### Exercise aim
Beginning with the line that holds "M657,1201L738,1210L737,1219H744V1221H655Z" in the data below, give again every line through the one that holds "<button>+</button>", exactly as written.

### Stored data
++++++++++++++++++++

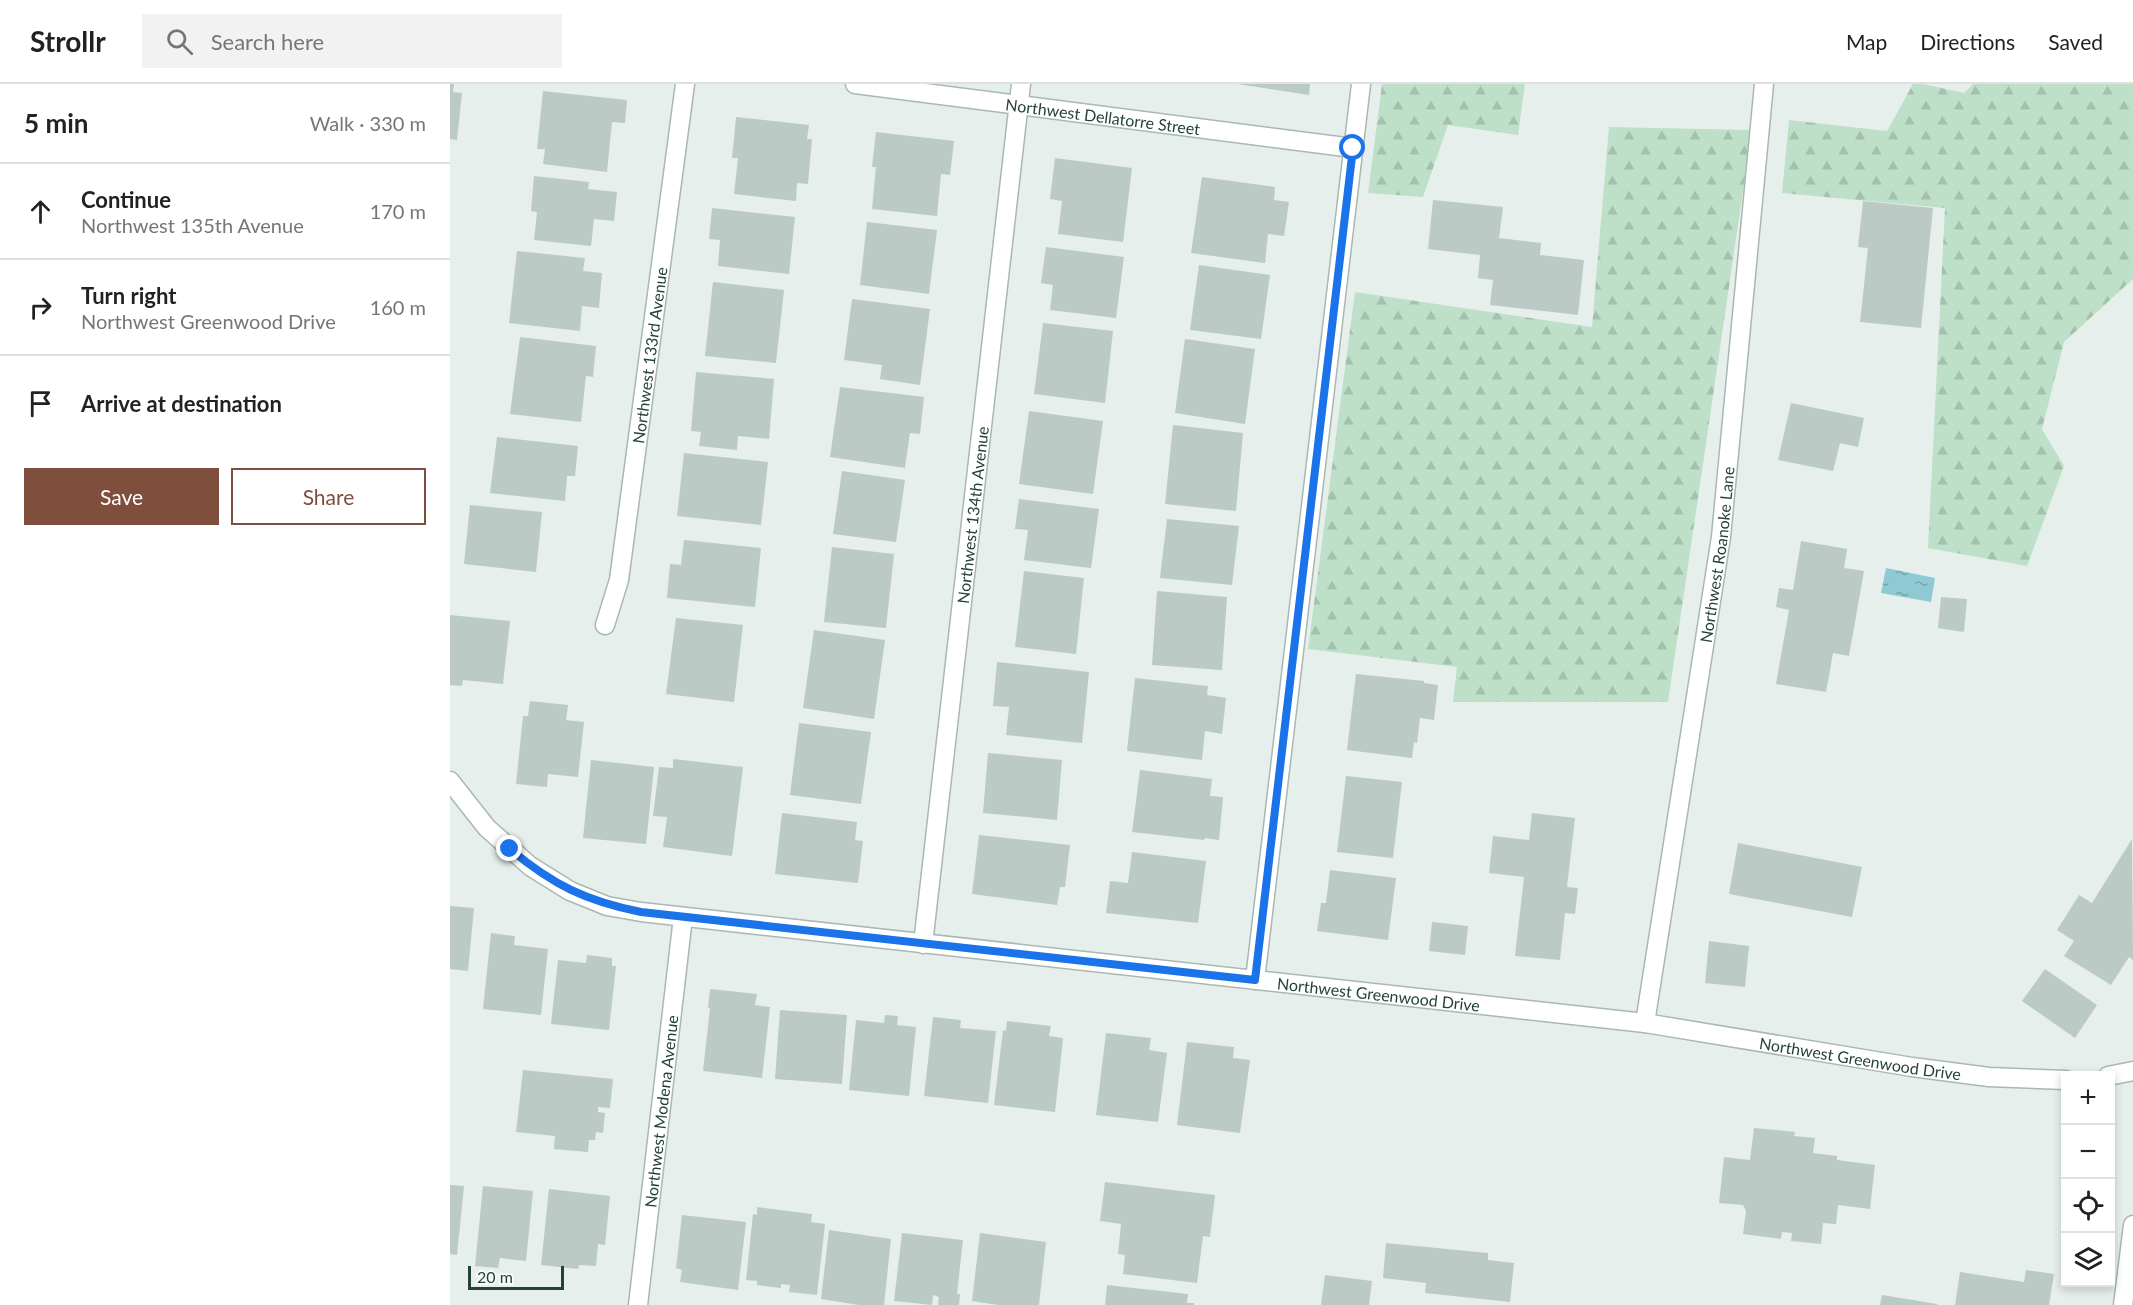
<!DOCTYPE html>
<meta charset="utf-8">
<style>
body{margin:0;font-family:Lato,sans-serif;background:#f2f2f2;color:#222}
.controls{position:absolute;right:18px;bottom:18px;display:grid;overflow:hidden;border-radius:0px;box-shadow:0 3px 9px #0003}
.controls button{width:54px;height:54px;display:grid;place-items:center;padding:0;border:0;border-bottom:2px solid #e0e0e0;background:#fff;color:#222;font:30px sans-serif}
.scale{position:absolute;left:18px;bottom:15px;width:96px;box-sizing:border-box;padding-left:6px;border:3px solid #24423a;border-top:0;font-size:16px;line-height:21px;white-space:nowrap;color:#24423a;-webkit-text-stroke:4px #f7fbf9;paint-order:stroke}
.stop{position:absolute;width:18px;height:18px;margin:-14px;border:4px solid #1a73e8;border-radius:50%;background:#fff}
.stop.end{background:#1a73e8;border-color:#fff;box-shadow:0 2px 6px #0008}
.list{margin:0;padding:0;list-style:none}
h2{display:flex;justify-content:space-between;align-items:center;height:78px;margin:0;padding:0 24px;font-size:26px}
h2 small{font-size:20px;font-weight:400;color:#767676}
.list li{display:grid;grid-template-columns:39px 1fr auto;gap:18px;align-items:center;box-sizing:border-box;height:96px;padding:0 24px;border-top:2px solid #e0e0e0}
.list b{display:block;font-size:22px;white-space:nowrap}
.list p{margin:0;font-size:20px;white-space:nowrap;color:#767676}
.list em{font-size:20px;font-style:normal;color:#767676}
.actions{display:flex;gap:12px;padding:18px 24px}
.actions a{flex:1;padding:14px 0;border:2px solid #804e3d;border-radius:0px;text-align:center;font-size:21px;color:#804e3d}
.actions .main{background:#804e3d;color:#fff}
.icon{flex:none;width:33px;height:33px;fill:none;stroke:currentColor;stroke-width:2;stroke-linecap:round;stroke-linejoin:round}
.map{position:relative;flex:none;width:1683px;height:1221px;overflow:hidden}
header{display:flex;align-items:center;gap:36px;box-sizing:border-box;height:84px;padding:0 30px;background:#fff;border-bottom:2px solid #e0e0e0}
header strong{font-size:28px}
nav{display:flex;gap:33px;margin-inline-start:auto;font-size:21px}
.search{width:420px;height:54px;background:#f2f2f2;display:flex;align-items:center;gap:15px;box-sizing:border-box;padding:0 21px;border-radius:0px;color:#767676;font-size:22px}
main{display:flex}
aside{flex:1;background:#fff}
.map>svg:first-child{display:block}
</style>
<header>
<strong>Strollr</strong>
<div class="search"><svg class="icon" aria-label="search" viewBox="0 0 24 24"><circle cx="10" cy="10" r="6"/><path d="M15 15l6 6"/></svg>Search here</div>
<nav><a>Map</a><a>Directions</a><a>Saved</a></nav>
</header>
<main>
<aside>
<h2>5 min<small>Walk · 330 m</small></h2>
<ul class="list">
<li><svg class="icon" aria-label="ahead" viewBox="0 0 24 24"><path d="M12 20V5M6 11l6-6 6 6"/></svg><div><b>Continue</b><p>Northwest 135th Avenue</p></div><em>170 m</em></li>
<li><svg class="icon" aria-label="right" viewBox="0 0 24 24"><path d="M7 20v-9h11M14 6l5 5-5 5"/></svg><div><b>Turn right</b><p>Northwest Greenwood Drive</p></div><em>160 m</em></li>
<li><svg class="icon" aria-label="arrive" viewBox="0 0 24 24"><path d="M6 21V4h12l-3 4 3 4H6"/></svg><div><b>Arrive at destination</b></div></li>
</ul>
<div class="actions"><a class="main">Save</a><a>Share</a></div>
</aside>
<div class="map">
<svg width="1683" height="1221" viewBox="0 0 1683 1221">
<defs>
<pattern id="forest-firs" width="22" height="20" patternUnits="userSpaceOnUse" patternTransform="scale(1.5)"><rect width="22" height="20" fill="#bfe0c8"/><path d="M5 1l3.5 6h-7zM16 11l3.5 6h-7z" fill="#a4c1ad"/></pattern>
<pattern id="water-ripples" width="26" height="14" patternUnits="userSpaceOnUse" patternTransform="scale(1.5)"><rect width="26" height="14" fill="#8ec9d4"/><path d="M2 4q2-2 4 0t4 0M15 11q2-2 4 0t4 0" fill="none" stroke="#74a5ad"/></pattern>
</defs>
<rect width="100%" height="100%" fill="#e6efeb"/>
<path fill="url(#forest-firs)" d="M932,0H1075L1068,51L998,41L973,113L918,109Z
M1463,0H1473L1514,9L1523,0H1683V195L1614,258L1592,345L1614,382L1577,482L1478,464L1495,124L1332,109L1339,36L1437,47Z
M1159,43L1302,46L1218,618H1003L1007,583L858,565L905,208L1142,243Z"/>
<path fill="url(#water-ripples)" d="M1436,484L1485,494L1481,518L1431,509Z"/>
<path fill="#bbcac4" d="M0,0H4L3,8L12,9L7,56L0,55Z
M787,0H860L859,11Z
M93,7L177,16L175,39L162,38L157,88L93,80L95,65H87Z
M286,33L359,41L357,55H362L358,100L347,99L346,117L284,110L288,74H282Z
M426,48L504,57L500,91L491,90L487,132L422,125L426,83H422Z
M605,74L682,84L673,158L608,150L612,117L600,115Z
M84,92L139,98L138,105L167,108L164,137L144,135L141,162L84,156L87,128L81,127Z
M752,93L825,103L824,116L839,118L834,152L818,150L815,179L741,169Z
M983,116L1053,123L1049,154L1091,159L1090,171L1134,176L1128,231L1040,221L1043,196L1028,194L1030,171L978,165Z
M1413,117L1483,124L1471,244L1410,238L1418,164L1408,163Z
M262,124L345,133L339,190L268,182L270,156L259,155Z
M417,138L487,146L479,210L410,201Z
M596,163L674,173L666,234L600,226L603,201L591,199Z
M67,167L135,174L133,187L152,189L149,224L132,222L130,247L59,239Z
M749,181L820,191L811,255L740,246Z
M263,198L334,206L326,279L255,272Z
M402,215L480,225L470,301L430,295L432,281L394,276Z
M593,239L663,247L655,319L584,310Z
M70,253L146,262L143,293L136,292L131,338L60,330Z
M735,255L805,265L795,340L725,329Z
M246,288L324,295L319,355L288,352L287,366L249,362L251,348L241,347Z
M390,303L474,313L470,350L460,349L455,384L380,373Z
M1341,319L1414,334L1408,363L1390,359L1383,387L1328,376Z
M579,327L653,337L643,410L569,400Z
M723,341L793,349L786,427L715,420Z
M47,353L128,362L125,392H117L115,417L40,409Z
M234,369L318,378L311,441L227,432Z
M392,387L455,396L446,458L383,450Z
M569,415L649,425L641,484L574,476L578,446L565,445Z
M20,421L92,428L86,488L14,480Z
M717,435L789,442L782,501L710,494Z
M234,456L311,464L305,523L217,514L220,480L231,481Z
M1351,457L1397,465L1394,484L1414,487L1399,572L1383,569L1376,608L1326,600L1339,526L1326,523L1329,504L1343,506Z
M382,463L444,470L436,544L374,538Z
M574,487L634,494L626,570L565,563Z
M707,507L777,513L772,586L702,581Z
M1491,513L1517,515L1514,548L1488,544Z
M0,531L60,537L53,600L13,596L12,602L0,601Z
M226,534L293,541L284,618L216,610Z
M364,546L435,556L424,635L353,624Z
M547,578L639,588L632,659L556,651L559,623L543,622Z
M906,590L974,597V599L988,601L984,636L970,634L967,659L964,658L962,674L897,666Z
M685,594L758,602L757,611L776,614L772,650L755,647L752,676L677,667Z
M80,617L118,621L116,636L134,638L128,693L98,690L97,703L66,700L73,632H78Z
M349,639L421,648L411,720L340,711Z
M538,669L612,676L607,736L533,729Z
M223,675L293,683L282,772L213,763L217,733L203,732L209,683L223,684Z
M141,676L204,683L196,760L133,754Z
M690,686L762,695L760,712L773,713L769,756L755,754L754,756L682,748Z
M896,692L952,698L943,774L887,768Z
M332,729L407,738L405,756L413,757L408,799L325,790Z
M1082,729L1125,734L1117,803L1128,804L1125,830L1115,829L1110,876L1065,872L1074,793L1039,789L1043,752L1079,756Z
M529,751L620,761L615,803H610L607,821L522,810Z
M1682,755L1683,876L1679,873L1661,901L1614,872L1624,857L1607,846L1629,811L1642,819Z
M1288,759L1412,783L1402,833L1279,810Z
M682,768L756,777L748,839L656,829L660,797L678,799Z
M880,786L946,794L938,856L867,847L871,819H876Z
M0,822L24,824L18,887L0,885Z
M982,838L1018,842L1015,871L979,867Z
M41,849L65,852L64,861L98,865L91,931L33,925Z
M1259,857L1299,862L1295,903L1255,899Z
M137,871L162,874V882H166L159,946L101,940L108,876L136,879Z
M1595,885L1647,921L1625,954L1572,917Z
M260,905L307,910L305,921L320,923L312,994L253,987L260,924H258Z
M330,926L397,931L392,1000L325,995Z
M435,931L448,932L447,941L466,943L459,1012L399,1006L406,936L434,939Z
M483,933L511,936L510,944L546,947L538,1019L474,1012Z
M557,937L601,942L599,952L613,954L605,1028L544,1021L553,946L556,947Z
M656,949L701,954L699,966L717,969L708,1038L646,1031Z
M737,958L784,963L783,974L800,976L790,1049L727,1041Z
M73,986L163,995L160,1024L148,1023V1028L155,1029L153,1049L146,1048L145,1056H139L138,1068L104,1065L105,1052L66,1048Z
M1304,1044L1345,1048L1344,1052L1365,1054L1363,1069L1387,1072V1076L1425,1081L1420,1125L1388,1121L1386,1140L1373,1139L1371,1160L1341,1157L1342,1149L1332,1148L1331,1155L1293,1150L1296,1127L1293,1121L1269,1119L1274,1073L1300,1076Z
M655,1098L765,1111L760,1153L753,1152L747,1199L673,1190L675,1171L668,1170L671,1140L650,1137Z
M0,1101L14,1102L7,1171L0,1170Z
M33,1102L83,1107L76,1177L50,1174L48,1184L25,1182Z
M99,1105L160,1112L155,1161L148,1160L146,1182L129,1181L128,1185L91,1181Z
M307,1123L362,1130L361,1138L375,1140L367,1211L339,1208L340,1201L331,1200V1204L307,1201V1197L296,1196L303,1130L307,1131Z
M232,1131L296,1138L288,1206L230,1198L232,1186L226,1184Z
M379,1146L441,1155L434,1221H409L371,1215Z
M452,1149L513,1156L507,1210H510L509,1221H488L489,1213L483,1211L482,1221L444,1217Z
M530,1149L596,1158L589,1221H548L522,1217Z
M936,1159L1038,1169V1176L1064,1179L1060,1218L975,1209L976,1199L933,1194Z
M1576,1186L1604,1190L1599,1221H1505L1510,1188L1574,1198Z
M875,1191L922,1197L919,1221H871Z
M657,1201L738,1210L737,1219H744V1221H655Z
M1432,1211L1487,1220V1221H1430Z"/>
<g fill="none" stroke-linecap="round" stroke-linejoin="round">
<g stroke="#a8b8b2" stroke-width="21">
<g id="street">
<path id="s1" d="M405,0L903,64"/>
<path id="s2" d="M155,541L169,496L235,0"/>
<path id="s3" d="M0,697L37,744L80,782L120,807L157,822L191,828L1195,939L1462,983L1539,993L1616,996"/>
<path id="s4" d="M473,860L571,0"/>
<path d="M805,896L911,0"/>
<path id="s5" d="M1195,939L1271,453L1314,0"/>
<path d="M1658,992L1683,987"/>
<path id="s6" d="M188,1221L233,833"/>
<path d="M1673,1221L1683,1141"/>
</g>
</g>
<use href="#street" stroke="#fff" stroke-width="18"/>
</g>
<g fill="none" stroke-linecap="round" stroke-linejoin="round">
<path stroke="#1a73e8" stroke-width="8" d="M60,765C103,801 136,817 191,828L805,896L903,64"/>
</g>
<g text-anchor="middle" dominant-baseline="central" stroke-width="4.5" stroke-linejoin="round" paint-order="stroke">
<g font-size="16" fill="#24423a" stroke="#f7fbf9">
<text stroke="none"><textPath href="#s1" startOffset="250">Northwest Dellatorre Street</textPath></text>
<text stroke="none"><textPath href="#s2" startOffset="274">Northwest 133rd Avenue</textPath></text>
<text stroke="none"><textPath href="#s4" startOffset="432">Northwest 134th Avenue</textPath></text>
<text stroke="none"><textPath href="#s5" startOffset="474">Northwest Roanoke Lane</textPath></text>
<text stroke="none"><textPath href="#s3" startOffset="981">Northwest Greenwood Drive</textPath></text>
<text stroke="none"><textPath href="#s3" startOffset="1467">Northwest Greenwood Drive</textPath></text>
<text stroke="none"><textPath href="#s6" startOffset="195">Northwest Modena Avenue</textPath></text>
</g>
</g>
</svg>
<div class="controls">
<button>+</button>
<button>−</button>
<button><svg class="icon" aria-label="locate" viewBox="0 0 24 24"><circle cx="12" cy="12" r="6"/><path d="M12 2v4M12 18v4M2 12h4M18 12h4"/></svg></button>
<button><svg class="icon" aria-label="layers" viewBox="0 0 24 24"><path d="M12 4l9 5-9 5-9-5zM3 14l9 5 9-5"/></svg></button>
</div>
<div class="scale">20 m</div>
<div class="stop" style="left:903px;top:64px"></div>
<div class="stop end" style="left:60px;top:765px"></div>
</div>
</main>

++++++++++++++++++++

### Response box
M657,1201L738,1210L737,1219H744V1221H655Z
M1432,1211L1487,1220V1221H1430Z"/>
<g fill="none" stroke-linecap="round" stroke-linejoin="round">
<g stroke="#a8b8b2" stroke-width="21">
<g id="street">
<path id="s1" d="M405,0L903,64"/>
<path id="s2" d="M155,541L169,496L235,0"/>
<path id="s3" d="M0,697L37,744L80,782L120,807L157,822L191,828L1195,939L1462,983L1539,993L1616,996"/>
<path id="s4" d="M473,860L571,0"/>
<path d="M805,896L911,0"/>
<path id="s5" d="M1195,939L1271,453L1314,0"/>
<path d="M1658,992L1683,987"/>
<path id="s6" d="M188,1221L233,833"/>
<path d="M1673,1221L1683,1141"/>
</g>
</g>
<use href="#street" stroke="#fff" stroke-width="18"/>
</g>
<g fill="none" stroke-linecap="round" stroke-linejoin="round">
<path stroke="#1a73e8" stroke-width="8" d="M60,765C103,801 136,817 191,828L805,896L903,64"/>
</g>
<g text-anchor="middle" dominant-baseline="central" stroke-width="4.5" stroke-linejoin="round" paint-order="stroke">
<g font-size="16" fill="#24423a" stroke="#f7fbf9">
<text stroke="none"><textPath href="#s1" startOffset="250">Northwest Dellatorre Street</textPath></text>
<text stroke="none"><textPath href="#s2" startOffset="274">Northwest 133rd Avenue</textPath></text>
<text stroke="none"><textPath href="#s4" startOffset="432">Northwest 134th Avenue</textPath></text>
<text stroke="none"><textPath href="#s5" startOffset="474">Northwest Roanoke Lane</textPath></text>
<text stroke="none"><textPath href="#s3" startOffset="981">Northwest Greenwood Drive</textPath></text>
<text stroke="none"><textPath href="#s3" startOffset="1467">Northwest Greenwood Drive</textPath></text>
<text stroke="none"><textPath href="#s6" startOffset="195">Northwest Modena Avenue</textPath></text>
</g>
</g>
</svg>
<div class="controls">
<button>+</button>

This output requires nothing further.